Algunos de los que se habían retirado se avergonzaron al verlo, frenaron su huida y se unieron a él. Furio pensó que no iba a servir de nada: estaban demasiado lejos para evitar que los enemigos pasaran por encima de Esceva como un alud. Pero el centurión mantuvo a raya a todos los que intentaban entrar por la puerta, moviendo su enorme escudo a los lados como si fuera una pluma y derribando a cuantos se le acercaban. Cuando hubieron caído cinco o seis enemigos, los demás se lo pensaron mejor, recularon y se dedicaron a hostigar a Esceva lanzándole piedras y venablos. A Furio no le extrañó. Por muchos camaradas que lo acompañasen a uno, había que tener los testículos como el toro de Creta para plantarse delante de una fuerza devastadora como Casio Esceva.
—¡Aguanta! ¡Estamos contigo! —le animó Furio cuando llegó a su lado. El centurión lo miró con una mueca manchada de sangre y respondió:
—¿Quién te crees que eres tú para combatir junto a Esceva?

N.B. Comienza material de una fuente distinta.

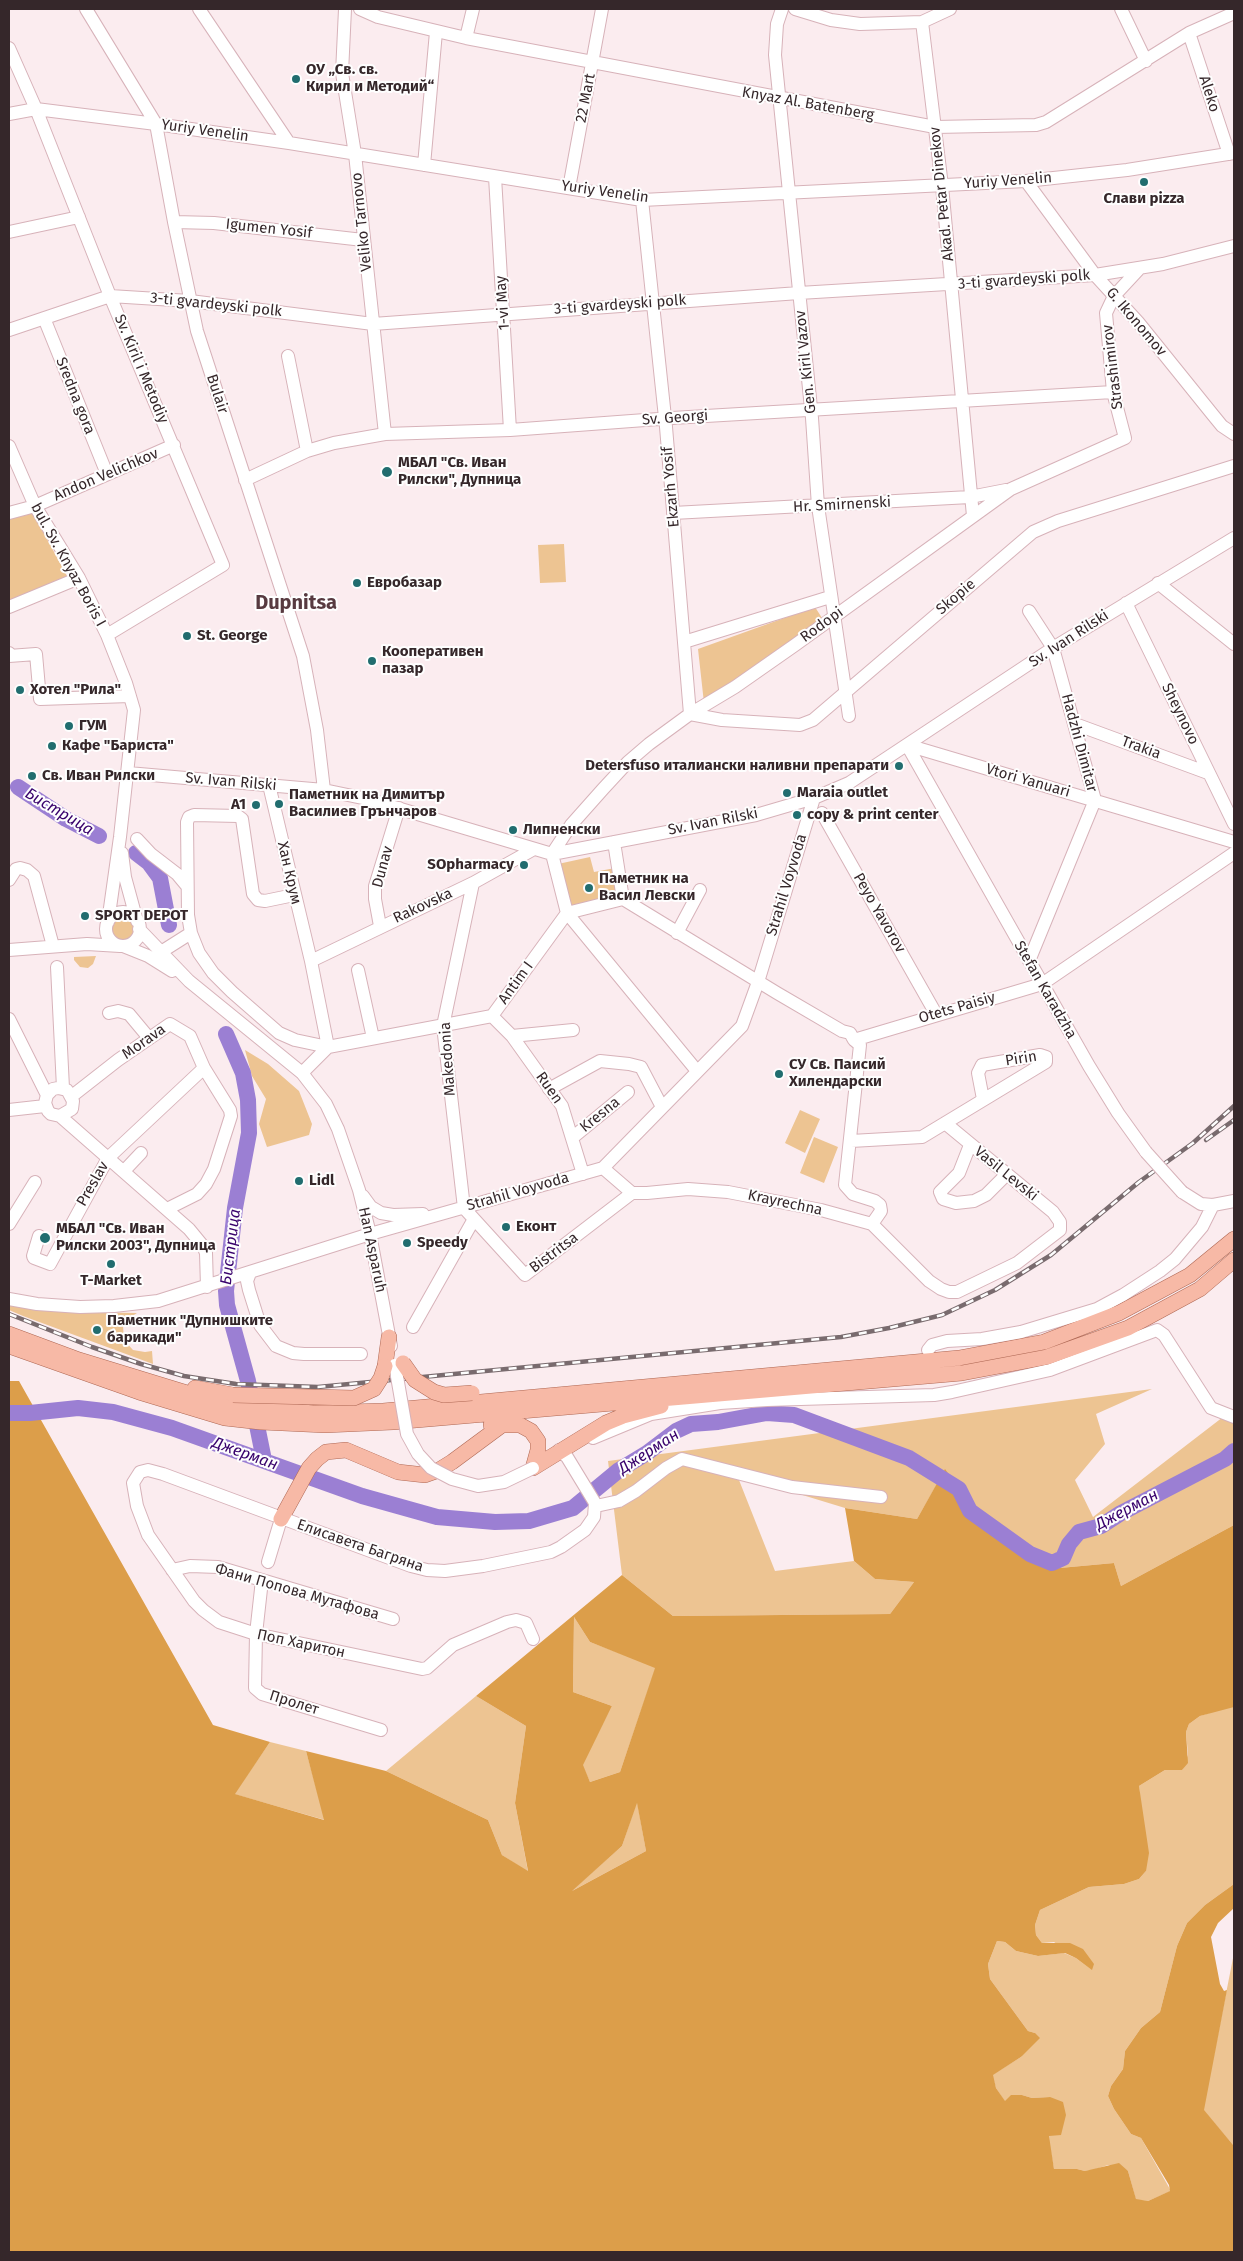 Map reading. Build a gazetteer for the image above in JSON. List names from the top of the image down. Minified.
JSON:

No obstante, los dos lucharon hombro con hombro y, con la ayuda de más soldados mezclados al azar de las diversas centurias, obligaron a retroceder a los pompeyanos y consiguieron cerrar de nuevo la puerta. Mientras unos cuantos hombres la trancaban, Esceva arrancó de su escudo tres flechas. También le habían clavado un pilum. Como la punta piramidal se enganchaba en la madera y resultaba difícil extraerla, el centurión partió el astil con las manos, agarró la punta y la sacó por dentro junto con la larga vara de hierro.

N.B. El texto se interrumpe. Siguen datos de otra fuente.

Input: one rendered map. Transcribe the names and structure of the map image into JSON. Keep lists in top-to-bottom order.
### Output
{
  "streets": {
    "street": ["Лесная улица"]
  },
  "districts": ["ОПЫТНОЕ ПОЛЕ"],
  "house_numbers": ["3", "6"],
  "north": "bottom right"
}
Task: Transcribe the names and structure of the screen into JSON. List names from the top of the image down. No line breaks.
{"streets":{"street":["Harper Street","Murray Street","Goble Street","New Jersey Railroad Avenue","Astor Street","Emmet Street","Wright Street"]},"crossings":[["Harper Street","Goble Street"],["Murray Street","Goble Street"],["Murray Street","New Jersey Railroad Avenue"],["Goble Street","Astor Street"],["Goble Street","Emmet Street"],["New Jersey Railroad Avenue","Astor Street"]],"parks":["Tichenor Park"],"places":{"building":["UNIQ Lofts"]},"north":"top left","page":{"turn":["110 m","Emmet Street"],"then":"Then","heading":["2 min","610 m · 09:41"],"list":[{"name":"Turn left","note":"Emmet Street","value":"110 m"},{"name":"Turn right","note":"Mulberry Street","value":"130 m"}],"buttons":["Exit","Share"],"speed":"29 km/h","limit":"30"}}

Sólo entonces pareció darse cuenta Esceva de que tenía una flecha hincada en el hombro izquierdo. Se la arrancó sin inmutar el gesto, como si su carne tuviera menos sensibilidad que la madera de su escudo.

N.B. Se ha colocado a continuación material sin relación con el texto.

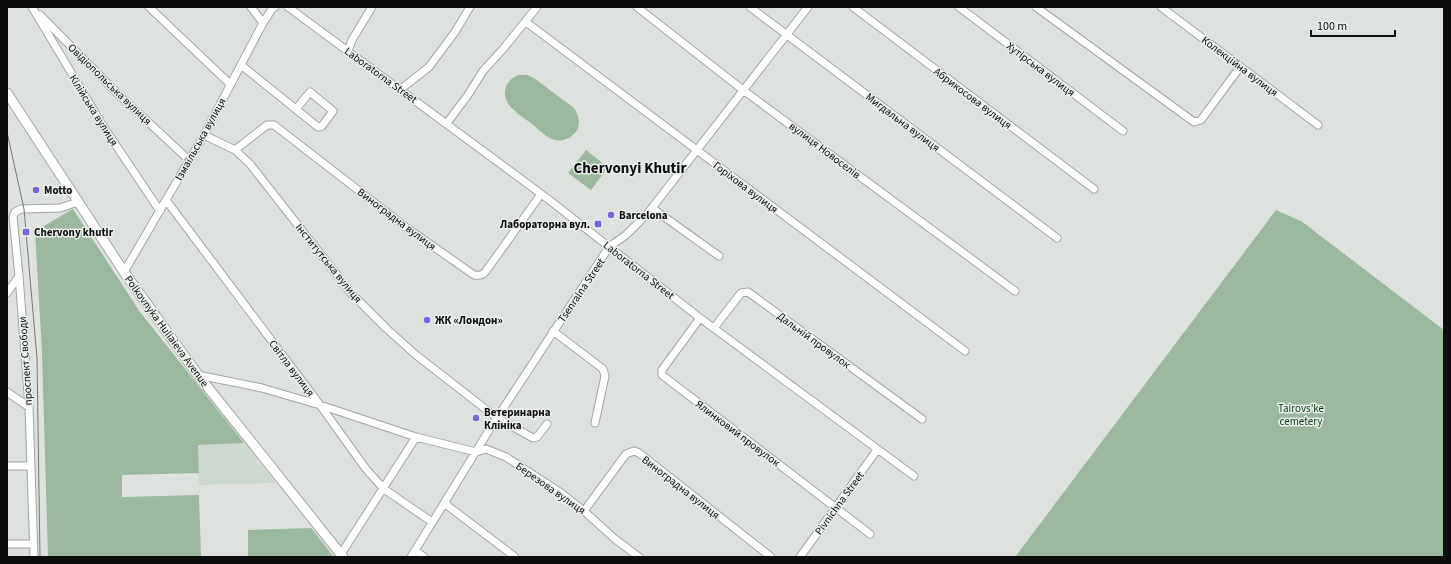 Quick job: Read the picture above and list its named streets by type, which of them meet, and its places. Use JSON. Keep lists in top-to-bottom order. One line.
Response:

—¡En la empalizada norte! —gritó alguien—. ¡Ayuda!
Furio miró hacia arriba. Tras tender dos escalas, un grupo de enemigos se había plantado en el adarve. El primipilo Longino y su optio Balbilo trataron de detenerlos, pero ambos fueron abatidos tras una breve lucha y cayeron al exterior del fuerte.
—¡Arriba, niñas! —gritó Esceva—. ¡Echad a esos cabrones al foso!
Sin detenerse a comprobar si alguien obedecía su orden, el centurión corrió hacia el parapeto. Uno de los asaltantes bajaba ya por la escalera. Aprovechando que se hallaba a mayor altura, tiró una patada al escudo de Esceva para derribarlo. Igual podría haber lanzado una canica contra un muro de piedra. Sin retroceder ni medio palmo, el centurión le rebanó el tobillo izquierdo de un solo tajo, lo arrojó fuera de la escalera y siguió trepando al adarve.
Allí arriba, la ferocidad de Esceva superó todo lo imaginable. Furio volvió a colocarse a su lado, pero a una distancia prudencial; el centurión, poseído por su aristeía, no distinguía ya entre amigos y enemigos. Su espada era una hoz segando mieses y el ribete de hierro de su escudo rompía dientes y mandíbulas, aplastaba dedos y quebraba espinillas con espantosos crujidos. Los enemigos que se acercaban, empavorecidos por la visión de aquel gigante cubierto de sangre propia y ajena que rugía como una bestia rabiosa, se quedaban paralizados y eran incapaces de detener sus golpes.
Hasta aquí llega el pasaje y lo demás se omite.